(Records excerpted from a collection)
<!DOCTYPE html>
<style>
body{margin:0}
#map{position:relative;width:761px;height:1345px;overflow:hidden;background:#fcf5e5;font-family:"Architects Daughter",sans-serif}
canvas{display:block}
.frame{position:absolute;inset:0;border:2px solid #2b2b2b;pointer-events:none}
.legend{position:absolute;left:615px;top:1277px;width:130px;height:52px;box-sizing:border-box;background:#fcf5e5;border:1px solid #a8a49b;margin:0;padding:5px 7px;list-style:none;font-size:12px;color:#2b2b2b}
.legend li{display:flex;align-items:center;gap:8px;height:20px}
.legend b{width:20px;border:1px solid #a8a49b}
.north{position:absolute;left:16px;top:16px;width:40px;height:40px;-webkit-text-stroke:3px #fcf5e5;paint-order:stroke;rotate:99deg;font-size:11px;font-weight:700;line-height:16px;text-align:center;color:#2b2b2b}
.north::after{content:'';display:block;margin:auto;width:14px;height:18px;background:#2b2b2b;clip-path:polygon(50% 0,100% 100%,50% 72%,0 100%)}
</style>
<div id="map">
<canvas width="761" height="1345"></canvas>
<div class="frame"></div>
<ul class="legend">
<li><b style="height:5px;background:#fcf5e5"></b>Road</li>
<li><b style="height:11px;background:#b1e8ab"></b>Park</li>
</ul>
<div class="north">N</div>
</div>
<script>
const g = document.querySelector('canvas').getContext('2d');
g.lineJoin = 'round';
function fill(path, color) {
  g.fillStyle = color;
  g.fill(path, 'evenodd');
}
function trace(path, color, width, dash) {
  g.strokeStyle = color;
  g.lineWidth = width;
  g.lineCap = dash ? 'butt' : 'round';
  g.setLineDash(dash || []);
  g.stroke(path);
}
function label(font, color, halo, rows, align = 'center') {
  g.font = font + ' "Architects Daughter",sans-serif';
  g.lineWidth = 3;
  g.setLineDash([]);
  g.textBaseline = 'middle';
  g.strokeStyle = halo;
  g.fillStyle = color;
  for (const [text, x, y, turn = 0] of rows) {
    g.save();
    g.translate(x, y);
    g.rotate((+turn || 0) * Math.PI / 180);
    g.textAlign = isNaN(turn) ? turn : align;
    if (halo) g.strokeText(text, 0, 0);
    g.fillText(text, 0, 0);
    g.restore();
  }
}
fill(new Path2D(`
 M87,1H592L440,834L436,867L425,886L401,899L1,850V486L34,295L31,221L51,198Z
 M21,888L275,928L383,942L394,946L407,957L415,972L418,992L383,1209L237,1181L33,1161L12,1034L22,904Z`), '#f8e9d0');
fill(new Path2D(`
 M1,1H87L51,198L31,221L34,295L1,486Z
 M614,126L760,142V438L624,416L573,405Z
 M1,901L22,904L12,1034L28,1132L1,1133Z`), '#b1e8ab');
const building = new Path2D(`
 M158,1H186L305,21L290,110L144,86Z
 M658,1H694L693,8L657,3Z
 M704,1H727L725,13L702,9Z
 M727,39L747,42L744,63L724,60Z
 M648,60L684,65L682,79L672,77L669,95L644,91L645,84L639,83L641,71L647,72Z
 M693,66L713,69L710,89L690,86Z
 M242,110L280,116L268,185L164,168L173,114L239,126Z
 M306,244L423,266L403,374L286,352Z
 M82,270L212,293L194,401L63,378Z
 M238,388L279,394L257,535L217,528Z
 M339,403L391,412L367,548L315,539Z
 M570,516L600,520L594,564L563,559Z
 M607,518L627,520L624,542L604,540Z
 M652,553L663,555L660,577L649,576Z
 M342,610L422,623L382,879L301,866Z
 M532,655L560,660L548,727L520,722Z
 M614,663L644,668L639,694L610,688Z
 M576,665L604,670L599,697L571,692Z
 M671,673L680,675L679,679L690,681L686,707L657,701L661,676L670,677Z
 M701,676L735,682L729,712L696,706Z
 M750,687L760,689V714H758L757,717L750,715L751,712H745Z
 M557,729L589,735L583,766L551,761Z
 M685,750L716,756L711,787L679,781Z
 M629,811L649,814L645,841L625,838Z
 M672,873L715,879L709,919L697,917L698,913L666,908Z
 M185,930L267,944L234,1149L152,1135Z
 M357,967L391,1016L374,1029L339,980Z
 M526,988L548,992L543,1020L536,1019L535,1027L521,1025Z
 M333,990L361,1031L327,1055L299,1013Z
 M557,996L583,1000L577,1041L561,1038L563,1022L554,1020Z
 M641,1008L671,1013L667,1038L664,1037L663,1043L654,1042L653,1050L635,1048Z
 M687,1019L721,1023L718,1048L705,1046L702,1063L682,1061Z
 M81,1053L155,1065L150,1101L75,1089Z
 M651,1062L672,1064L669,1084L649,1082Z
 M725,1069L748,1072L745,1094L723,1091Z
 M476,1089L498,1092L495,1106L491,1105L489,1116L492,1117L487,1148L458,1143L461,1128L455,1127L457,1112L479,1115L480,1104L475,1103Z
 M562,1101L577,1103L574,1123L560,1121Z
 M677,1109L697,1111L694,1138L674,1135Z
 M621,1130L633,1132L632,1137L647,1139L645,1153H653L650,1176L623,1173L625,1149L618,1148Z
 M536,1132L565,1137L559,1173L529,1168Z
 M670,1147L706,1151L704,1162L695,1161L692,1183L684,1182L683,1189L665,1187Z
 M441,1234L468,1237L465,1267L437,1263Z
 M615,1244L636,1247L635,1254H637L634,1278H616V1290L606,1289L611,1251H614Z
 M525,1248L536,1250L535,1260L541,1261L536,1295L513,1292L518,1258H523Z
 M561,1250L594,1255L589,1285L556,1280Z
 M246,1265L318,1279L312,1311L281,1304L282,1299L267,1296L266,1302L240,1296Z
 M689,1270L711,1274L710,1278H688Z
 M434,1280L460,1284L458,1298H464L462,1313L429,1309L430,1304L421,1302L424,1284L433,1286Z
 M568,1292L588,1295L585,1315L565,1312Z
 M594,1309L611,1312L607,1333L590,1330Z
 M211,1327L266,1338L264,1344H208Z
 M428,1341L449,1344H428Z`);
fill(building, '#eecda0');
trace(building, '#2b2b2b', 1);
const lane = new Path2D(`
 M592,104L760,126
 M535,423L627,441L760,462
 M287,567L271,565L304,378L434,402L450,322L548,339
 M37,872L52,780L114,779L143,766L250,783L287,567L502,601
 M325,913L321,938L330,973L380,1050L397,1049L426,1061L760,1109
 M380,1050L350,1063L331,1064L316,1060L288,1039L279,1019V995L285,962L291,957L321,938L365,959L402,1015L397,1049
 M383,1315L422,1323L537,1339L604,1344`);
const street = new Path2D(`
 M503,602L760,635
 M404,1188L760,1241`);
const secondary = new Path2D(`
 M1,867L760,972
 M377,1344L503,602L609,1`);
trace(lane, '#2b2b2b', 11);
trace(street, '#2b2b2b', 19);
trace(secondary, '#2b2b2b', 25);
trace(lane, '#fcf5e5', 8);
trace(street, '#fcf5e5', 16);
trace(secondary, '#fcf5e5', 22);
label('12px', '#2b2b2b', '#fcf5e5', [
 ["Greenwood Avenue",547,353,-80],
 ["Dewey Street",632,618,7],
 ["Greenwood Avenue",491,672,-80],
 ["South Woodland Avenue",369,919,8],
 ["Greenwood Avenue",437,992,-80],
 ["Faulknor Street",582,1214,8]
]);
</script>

Problem details> Pull each line containing the word "function" out of the data above.

Exercise output>
function fill(path, color) {
function trace(path, color, width, dash) {
function label(font, color, halo, rows, align = 'center') {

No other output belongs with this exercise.